● HOW TO COMPLETE THIS TASK: Once the line containing "Map reading. Serialize" is found in the entries below, reproduce it and every line after it, stopping at and including the line containing "Extract the structured data from this picture"; reproduce nothing else, and keep each line exact.

(Dataset records)
┌────────

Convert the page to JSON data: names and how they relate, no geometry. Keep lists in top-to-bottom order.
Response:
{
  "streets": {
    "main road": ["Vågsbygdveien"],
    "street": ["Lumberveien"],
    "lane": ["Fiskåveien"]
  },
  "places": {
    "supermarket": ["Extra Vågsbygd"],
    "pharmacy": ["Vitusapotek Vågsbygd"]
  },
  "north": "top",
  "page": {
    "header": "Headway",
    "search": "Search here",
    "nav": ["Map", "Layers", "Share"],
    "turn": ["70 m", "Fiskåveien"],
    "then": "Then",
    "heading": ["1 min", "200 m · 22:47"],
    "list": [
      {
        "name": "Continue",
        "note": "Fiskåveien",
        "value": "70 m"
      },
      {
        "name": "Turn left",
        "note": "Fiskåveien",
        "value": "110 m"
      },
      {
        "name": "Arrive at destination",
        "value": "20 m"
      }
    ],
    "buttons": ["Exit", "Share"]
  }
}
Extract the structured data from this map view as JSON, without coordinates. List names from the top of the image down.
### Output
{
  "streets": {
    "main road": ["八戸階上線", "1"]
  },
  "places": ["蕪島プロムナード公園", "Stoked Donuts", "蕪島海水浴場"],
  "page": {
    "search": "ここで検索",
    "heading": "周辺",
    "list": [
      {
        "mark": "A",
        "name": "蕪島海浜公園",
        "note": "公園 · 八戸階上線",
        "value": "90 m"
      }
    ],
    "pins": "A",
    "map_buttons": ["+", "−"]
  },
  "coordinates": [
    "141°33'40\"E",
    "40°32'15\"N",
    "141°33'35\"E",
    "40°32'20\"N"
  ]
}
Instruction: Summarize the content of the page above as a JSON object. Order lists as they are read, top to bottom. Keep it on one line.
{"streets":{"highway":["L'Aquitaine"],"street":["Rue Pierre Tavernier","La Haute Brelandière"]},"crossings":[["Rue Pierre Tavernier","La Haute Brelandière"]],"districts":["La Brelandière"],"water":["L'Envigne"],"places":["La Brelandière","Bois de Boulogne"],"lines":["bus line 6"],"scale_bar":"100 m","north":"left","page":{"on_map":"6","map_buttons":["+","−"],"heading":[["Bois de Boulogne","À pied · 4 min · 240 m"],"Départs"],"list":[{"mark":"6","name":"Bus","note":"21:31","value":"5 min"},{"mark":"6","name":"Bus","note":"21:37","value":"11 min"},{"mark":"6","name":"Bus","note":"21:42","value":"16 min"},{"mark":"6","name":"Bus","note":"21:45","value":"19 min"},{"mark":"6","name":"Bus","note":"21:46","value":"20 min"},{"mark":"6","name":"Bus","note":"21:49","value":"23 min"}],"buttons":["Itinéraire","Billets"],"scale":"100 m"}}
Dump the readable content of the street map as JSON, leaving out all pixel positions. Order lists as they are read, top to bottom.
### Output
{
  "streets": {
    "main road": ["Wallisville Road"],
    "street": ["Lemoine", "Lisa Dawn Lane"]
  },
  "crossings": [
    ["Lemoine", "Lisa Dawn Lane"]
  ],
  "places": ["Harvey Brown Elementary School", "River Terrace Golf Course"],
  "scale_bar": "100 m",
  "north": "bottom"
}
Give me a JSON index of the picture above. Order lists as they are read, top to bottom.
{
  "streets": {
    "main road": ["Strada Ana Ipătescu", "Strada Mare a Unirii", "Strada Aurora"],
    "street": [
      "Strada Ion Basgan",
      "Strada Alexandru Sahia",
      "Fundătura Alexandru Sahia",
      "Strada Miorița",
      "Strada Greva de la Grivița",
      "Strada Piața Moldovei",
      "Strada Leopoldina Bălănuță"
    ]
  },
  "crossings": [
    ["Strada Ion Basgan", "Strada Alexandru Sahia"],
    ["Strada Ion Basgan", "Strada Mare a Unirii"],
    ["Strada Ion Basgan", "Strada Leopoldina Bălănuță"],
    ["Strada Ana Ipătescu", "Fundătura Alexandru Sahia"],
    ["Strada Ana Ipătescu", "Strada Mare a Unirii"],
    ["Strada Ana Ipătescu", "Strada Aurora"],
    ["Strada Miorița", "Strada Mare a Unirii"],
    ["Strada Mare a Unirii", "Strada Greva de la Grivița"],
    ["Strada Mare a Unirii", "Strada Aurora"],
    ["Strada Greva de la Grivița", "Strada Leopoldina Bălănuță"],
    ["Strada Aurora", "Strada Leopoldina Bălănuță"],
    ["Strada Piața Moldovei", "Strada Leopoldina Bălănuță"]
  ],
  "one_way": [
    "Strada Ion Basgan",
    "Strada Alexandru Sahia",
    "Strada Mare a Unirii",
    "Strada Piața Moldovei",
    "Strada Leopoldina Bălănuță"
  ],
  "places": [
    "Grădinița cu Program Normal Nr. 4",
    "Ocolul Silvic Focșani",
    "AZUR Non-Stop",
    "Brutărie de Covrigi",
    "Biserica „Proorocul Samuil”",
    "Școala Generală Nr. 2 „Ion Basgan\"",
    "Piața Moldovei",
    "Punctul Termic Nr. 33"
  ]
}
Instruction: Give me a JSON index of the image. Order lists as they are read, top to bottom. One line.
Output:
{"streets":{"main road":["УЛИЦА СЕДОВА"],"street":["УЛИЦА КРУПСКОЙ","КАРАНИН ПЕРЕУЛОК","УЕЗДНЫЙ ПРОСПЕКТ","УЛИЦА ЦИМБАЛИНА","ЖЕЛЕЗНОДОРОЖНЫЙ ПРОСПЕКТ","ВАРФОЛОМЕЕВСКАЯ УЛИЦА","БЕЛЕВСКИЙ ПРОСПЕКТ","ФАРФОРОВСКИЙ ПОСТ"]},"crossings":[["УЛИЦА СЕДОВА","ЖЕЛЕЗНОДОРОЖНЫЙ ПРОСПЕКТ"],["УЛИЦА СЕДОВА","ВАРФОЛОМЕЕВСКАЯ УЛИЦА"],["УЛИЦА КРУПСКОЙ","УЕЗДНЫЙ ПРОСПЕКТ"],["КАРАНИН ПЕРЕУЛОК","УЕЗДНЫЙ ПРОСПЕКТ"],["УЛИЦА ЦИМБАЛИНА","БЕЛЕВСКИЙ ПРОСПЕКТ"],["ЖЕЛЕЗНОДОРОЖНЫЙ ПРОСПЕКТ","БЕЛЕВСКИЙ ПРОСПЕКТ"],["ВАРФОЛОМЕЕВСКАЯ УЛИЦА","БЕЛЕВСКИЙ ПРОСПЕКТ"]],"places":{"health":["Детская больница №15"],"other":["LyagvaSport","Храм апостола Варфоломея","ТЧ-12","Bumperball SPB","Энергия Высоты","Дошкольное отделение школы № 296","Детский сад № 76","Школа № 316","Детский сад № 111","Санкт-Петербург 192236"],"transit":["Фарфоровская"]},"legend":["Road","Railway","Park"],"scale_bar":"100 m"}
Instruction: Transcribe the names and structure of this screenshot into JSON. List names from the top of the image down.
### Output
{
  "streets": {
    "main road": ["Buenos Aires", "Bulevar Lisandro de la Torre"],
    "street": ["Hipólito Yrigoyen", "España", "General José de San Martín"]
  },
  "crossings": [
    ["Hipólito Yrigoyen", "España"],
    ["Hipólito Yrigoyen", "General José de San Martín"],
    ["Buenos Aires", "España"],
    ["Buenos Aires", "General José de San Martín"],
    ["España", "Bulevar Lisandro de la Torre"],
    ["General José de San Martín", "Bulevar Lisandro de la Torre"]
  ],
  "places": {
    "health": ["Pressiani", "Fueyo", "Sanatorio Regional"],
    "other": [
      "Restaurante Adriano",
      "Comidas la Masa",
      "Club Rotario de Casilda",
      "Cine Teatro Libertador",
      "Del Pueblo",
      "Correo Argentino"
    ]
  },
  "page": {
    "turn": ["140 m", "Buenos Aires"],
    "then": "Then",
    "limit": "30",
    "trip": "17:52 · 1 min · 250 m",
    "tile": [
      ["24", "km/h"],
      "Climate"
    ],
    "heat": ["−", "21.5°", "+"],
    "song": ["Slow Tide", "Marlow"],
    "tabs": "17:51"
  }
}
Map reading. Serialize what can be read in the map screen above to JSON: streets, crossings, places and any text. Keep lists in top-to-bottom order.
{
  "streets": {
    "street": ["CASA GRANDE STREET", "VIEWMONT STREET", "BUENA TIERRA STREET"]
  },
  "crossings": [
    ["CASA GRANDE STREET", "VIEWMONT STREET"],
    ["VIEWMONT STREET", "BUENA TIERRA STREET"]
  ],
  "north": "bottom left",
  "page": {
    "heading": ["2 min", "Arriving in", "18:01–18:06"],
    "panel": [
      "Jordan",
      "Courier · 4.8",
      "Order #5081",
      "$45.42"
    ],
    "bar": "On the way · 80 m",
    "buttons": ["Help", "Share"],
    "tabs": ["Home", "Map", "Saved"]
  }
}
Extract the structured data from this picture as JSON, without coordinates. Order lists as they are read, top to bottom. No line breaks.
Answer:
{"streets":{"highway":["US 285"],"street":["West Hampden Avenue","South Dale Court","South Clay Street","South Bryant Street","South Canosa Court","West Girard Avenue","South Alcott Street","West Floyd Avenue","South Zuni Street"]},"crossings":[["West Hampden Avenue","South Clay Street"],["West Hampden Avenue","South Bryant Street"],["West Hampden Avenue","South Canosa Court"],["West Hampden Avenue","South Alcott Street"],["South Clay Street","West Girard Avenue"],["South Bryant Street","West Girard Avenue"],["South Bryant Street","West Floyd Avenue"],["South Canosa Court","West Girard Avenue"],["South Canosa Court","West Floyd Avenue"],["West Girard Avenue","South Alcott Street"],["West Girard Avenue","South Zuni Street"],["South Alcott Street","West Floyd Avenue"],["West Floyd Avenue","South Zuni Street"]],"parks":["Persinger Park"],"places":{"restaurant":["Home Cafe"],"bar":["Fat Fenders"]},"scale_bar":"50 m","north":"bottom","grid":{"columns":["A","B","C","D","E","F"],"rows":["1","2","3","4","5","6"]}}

└────────

● EXERCISE RESULT:
Map reading. Serialize what can be read in the map screen above to JSON: streets, crossings, places and any text. Keep lists in top-to-bottom order.
{
  "streets": {
    "street": ["CASA GRANDE STREET", "VIEWMONT STREET", "BUENA TIERRA STREET"]
  },
  "crossings": [
    ["CASA GRANDE STREET", "VIEWMONT STREET"],
    ["VIEWMONT STREET", "BUENA TIERRA STREET"]
  ],
  "north": "bottom left",
  "page": {
    "heading": ["2 min", "Arriving in", "18:01–18:06"],
    "panel": [
      "Jordan",
      "Courier · 4.8",
      "Order #5081",
      "$45.42"
    ],
    "bar": "On the way · 80 m",
    "buttons": ["Help", "Share"],
    "tabs": ["Home", "Map", "Saved"]
  }
}
Extract the structured data from this picture as JSON, without coordinates. Order lists as they are read, top to bottom. No line breaks.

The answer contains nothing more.